COVID-19 Family Law FAQ’s


Mother putting a face mask on her daughter

During this confusing new normal of living with an ongoing pandemic, navigating the new social restrictions and life changes is difficult for everyone. But for families dealing with co-parenting issues, pending divorces and other family law-related situations, life has become even more complicated. The manner in which courts are handling family law issues is evolving every day, however, there are some general questions on how coronavirus is affecting family law matters that I can try to answer.

#1 – Does a Lockdown or Stay-At-Home Order Affect My Custody/Possession Schedule?
No, the stay at home order issued in Florida does not apply to custody agreements unless you have proof of a reckless situation or if one parent is sick. As long as everyone in the family is comfortable moving forward, it is best to stick with the agreement as best as possible.


#2 – What If the Other Parent Lives in Another State?
Again, when possible, custody schedules should not change because of COVID-19. However, if your child usually travels by plane to see the other parent, if possible, it’s best to exercise caution by driving for now. Ideally, if both parents can agree to give the out-of-state parent “make up time” with the child after COVID-19 restrictions are lifted, that may be a better solution for the time being.


#3 – Can I Still File for Divorce Right Now?
Yes, filing can be done electronically in Florida and most courts continue to accept new divorce or custody actions during this time. However, you won’t get a trial date until courts reopen, so if you and your spouse cannot reach an agreement on all divorce-related matters, then you may want to wait until restrictions are lifted.


#4 – What If My Divorce Is Pending? Can I Get A Divorce Right Now?
If you and your spouse can reach an agreement, most courts are accepting agreed orders. However, there are 20 judicial circuits in the state of Florida and for each circuit, there are different local rules for family court proceedings. Additionally, each family law judge in each circuit has wide latitude in how they run their dockets, and how they run their courtrooms. This means the family law judge assigned to your case is the only person who can decide whether you can have a hearing or trial in your contested case. Since there is no constitutional right to divorce, you do not have a constitutionally protected fundamental right to divorce. Therefore, your contested divorce could be delayed temporarily and indefinitely because your divorce is unfortunately considered “non-essential” at this time.

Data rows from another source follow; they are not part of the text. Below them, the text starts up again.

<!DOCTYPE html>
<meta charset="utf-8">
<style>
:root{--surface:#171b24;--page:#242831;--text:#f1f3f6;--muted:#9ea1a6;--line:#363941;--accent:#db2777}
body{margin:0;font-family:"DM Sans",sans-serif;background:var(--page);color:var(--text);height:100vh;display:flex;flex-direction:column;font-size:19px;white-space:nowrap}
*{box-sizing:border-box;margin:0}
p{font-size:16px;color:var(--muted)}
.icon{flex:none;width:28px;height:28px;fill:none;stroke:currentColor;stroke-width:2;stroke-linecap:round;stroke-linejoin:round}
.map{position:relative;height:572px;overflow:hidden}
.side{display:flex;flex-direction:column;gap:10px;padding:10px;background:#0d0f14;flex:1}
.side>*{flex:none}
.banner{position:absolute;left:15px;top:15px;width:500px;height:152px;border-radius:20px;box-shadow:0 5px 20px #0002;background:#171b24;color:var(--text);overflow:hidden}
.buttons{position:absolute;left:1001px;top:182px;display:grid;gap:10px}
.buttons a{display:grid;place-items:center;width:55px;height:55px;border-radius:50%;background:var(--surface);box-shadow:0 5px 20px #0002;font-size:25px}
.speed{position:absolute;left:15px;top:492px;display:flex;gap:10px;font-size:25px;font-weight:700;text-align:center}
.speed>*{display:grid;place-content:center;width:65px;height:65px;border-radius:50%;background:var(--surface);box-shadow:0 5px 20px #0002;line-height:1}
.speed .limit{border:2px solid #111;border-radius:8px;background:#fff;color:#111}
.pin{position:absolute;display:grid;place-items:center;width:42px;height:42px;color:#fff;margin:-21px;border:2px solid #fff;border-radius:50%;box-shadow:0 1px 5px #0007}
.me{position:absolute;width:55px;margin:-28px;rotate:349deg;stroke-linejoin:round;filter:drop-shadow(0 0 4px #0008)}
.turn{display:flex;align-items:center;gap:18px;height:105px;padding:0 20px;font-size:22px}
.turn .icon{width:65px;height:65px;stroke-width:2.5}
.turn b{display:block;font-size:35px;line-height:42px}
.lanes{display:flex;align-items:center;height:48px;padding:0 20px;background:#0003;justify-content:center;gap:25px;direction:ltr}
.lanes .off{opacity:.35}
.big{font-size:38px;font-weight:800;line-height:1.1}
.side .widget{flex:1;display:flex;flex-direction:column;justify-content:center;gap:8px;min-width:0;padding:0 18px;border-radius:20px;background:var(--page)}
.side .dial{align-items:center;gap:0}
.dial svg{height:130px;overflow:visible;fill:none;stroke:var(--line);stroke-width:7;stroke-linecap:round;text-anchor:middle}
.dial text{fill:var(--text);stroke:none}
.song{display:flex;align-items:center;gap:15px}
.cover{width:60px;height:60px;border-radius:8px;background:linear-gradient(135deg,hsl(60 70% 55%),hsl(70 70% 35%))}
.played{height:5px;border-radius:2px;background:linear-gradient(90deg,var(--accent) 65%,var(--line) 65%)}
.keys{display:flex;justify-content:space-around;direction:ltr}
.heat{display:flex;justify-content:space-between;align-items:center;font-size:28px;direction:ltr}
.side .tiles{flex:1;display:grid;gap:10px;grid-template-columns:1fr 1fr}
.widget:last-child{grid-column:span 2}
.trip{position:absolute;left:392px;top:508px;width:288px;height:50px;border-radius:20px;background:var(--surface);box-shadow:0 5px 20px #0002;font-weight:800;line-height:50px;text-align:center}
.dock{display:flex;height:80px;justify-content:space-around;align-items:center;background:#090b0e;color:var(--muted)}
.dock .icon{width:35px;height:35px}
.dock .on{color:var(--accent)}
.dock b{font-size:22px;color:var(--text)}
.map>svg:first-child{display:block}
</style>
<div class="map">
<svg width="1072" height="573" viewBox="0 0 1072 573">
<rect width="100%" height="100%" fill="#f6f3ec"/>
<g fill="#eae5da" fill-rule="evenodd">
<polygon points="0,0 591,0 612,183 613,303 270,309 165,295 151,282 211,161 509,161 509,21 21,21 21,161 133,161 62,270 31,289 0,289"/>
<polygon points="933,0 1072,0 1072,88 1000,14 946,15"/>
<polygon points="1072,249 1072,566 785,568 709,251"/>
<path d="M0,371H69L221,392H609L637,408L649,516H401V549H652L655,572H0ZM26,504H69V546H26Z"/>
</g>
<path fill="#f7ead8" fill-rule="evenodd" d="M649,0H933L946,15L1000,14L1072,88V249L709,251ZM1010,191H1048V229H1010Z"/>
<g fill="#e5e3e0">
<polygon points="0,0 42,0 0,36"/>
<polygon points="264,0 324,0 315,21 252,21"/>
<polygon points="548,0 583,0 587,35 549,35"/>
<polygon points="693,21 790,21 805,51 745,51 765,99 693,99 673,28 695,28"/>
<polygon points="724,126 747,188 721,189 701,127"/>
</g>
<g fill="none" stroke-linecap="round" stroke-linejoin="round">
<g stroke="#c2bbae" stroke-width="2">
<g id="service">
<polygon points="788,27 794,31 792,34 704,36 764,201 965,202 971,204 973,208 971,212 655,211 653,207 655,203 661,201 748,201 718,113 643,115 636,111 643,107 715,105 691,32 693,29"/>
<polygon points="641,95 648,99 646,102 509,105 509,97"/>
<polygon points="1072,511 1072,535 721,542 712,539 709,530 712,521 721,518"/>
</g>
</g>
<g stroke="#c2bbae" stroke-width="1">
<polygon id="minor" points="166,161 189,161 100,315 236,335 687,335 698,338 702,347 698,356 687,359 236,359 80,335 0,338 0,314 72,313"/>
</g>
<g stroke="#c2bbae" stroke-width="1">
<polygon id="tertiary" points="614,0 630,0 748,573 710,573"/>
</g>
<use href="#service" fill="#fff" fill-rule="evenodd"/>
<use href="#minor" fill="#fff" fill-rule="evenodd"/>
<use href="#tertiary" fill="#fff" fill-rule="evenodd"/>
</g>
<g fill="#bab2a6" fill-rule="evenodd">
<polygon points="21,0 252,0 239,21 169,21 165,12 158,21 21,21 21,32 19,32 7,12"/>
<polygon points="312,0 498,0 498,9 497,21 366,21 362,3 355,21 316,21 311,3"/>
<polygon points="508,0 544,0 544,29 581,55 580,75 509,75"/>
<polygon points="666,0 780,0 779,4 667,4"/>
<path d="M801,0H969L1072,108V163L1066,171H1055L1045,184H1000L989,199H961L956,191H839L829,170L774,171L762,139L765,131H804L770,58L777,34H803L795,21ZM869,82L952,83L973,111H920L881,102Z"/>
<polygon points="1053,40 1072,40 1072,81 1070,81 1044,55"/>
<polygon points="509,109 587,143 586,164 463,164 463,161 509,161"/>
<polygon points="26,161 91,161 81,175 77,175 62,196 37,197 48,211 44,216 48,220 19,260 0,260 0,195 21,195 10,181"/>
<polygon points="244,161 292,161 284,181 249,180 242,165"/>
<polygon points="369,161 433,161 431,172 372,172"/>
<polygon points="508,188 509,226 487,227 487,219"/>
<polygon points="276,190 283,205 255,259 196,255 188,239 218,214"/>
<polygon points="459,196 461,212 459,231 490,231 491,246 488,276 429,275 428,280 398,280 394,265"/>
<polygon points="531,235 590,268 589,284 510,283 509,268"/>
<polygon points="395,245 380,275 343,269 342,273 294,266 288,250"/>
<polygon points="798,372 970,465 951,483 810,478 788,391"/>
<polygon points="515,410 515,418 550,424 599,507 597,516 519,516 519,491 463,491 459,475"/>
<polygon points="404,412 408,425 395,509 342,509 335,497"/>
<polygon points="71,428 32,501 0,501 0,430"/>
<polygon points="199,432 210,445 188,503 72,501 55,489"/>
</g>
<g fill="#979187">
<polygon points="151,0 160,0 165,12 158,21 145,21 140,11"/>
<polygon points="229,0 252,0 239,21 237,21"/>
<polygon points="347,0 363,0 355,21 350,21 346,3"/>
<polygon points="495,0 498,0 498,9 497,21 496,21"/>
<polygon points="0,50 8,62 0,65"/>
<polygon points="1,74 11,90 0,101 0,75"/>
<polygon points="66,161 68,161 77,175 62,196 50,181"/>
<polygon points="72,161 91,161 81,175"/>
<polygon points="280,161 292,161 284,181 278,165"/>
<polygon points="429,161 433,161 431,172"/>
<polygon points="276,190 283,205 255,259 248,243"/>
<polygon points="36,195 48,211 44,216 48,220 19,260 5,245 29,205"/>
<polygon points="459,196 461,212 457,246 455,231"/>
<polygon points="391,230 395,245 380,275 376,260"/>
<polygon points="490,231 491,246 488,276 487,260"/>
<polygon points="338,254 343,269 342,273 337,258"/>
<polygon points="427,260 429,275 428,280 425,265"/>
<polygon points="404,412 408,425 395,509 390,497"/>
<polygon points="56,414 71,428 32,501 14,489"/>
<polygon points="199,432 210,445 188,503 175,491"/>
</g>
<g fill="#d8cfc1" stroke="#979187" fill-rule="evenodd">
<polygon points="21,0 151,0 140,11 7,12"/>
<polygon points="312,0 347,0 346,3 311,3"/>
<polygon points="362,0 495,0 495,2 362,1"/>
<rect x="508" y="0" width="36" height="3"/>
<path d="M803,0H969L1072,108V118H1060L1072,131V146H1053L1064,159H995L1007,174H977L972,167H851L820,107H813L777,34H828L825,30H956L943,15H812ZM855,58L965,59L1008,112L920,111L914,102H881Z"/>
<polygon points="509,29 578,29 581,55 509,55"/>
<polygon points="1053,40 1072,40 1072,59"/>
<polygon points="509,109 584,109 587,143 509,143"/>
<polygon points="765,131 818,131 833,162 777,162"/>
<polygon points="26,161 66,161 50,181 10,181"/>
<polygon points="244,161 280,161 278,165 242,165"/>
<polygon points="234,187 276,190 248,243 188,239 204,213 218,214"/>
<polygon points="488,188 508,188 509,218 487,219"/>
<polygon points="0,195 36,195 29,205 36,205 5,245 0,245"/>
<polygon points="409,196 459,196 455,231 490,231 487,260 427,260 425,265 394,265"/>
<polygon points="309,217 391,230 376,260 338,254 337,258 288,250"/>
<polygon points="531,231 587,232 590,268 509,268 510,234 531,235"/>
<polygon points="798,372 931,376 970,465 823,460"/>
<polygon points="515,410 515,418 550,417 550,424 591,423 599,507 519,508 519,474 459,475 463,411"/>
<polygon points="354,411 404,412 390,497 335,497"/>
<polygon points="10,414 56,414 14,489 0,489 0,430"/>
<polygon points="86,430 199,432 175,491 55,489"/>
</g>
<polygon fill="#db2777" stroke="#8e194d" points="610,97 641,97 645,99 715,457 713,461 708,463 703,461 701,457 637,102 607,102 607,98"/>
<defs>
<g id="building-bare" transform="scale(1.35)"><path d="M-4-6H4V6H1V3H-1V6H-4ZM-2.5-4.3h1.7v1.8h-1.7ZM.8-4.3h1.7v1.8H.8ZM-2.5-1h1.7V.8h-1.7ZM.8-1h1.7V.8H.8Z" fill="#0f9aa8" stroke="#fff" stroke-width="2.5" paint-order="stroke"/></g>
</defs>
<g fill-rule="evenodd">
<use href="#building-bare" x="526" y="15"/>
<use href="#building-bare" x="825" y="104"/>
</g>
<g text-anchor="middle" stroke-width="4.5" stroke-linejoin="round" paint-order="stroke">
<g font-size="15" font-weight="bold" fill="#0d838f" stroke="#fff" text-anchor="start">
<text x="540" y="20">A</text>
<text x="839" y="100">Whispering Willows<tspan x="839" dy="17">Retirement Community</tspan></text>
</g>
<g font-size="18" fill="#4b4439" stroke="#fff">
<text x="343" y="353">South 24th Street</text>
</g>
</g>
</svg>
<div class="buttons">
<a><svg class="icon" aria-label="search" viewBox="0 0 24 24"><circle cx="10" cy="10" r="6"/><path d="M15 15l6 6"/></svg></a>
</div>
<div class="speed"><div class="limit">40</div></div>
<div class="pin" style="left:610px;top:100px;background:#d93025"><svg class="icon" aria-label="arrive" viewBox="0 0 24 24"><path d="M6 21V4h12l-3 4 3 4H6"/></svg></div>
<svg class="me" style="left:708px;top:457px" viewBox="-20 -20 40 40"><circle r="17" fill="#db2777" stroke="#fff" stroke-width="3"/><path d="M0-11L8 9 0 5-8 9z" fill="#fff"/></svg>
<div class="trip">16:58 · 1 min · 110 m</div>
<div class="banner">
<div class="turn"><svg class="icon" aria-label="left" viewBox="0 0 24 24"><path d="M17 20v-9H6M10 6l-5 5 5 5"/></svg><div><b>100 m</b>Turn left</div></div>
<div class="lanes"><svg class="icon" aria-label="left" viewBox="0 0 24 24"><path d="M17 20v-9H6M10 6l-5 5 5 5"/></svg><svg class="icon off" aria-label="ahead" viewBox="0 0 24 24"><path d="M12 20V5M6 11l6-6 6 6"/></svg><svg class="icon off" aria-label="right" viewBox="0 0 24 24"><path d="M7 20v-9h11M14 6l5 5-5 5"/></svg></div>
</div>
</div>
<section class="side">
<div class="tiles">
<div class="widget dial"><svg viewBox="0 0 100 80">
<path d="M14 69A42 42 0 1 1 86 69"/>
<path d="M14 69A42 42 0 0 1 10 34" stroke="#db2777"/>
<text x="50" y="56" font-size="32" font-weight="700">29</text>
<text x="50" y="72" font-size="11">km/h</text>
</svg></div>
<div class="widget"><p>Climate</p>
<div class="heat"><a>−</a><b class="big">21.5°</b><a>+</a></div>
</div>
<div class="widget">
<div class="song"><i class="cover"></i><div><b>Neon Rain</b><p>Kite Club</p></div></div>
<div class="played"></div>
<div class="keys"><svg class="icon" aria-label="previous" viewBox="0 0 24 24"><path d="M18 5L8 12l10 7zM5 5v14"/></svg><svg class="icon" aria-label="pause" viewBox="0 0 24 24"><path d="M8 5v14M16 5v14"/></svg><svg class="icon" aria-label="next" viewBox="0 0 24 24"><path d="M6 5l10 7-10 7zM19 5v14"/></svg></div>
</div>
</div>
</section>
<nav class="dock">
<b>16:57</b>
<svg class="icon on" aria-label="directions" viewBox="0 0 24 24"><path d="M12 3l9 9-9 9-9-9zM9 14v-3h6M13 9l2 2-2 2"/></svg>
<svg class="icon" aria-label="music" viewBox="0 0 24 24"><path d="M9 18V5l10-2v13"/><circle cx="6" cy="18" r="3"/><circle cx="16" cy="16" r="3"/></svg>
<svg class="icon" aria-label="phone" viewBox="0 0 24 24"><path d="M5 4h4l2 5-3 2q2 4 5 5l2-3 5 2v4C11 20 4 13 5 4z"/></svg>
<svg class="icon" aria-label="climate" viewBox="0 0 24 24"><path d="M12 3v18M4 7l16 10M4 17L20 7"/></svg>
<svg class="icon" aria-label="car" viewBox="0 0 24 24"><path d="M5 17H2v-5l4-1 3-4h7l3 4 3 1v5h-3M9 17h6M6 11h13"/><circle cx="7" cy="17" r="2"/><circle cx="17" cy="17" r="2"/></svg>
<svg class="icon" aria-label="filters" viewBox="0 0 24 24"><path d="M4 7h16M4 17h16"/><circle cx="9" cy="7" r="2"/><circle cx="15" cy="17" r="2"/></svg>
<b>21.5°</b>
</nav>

#5 – Are Mediations Still Happening?
Yes. If you think you may be able to reach an agreement with your spouse, many mediators are conducting mediation via Zoom or other similar apps that allow private conference rooms (password protected) to maintain attorney-client confidentiality.


#6 – I Lost My Job Due to COVID-19. Do I Still Have to Pay Child Support?
Yes. You still need to pay your child support. However, you may want to file a motion with the court to reduce or modify your child support obligations. If at all possible, try to work out a payment plan or alternate arrangement for child support with the other parent before you call a lawyer. If you and the other parent absolutely cannot reach an agreement, then you may need to seek court intervention.


#7 – How Will Stimulus Checks Be Divided Between Divorcing or Recently Divorced Spouses?
Spouses in the middle of a divorce will need to reach an agreement about the division of the stimulus, especially if the check will be deposited into an account controlled by one spouse or delivered to the formal marital residence. Inevitably, divorcing and recently divorced couples may have a dispute about how to divide the money.  In that case, it’s best to seek the advice of counsel.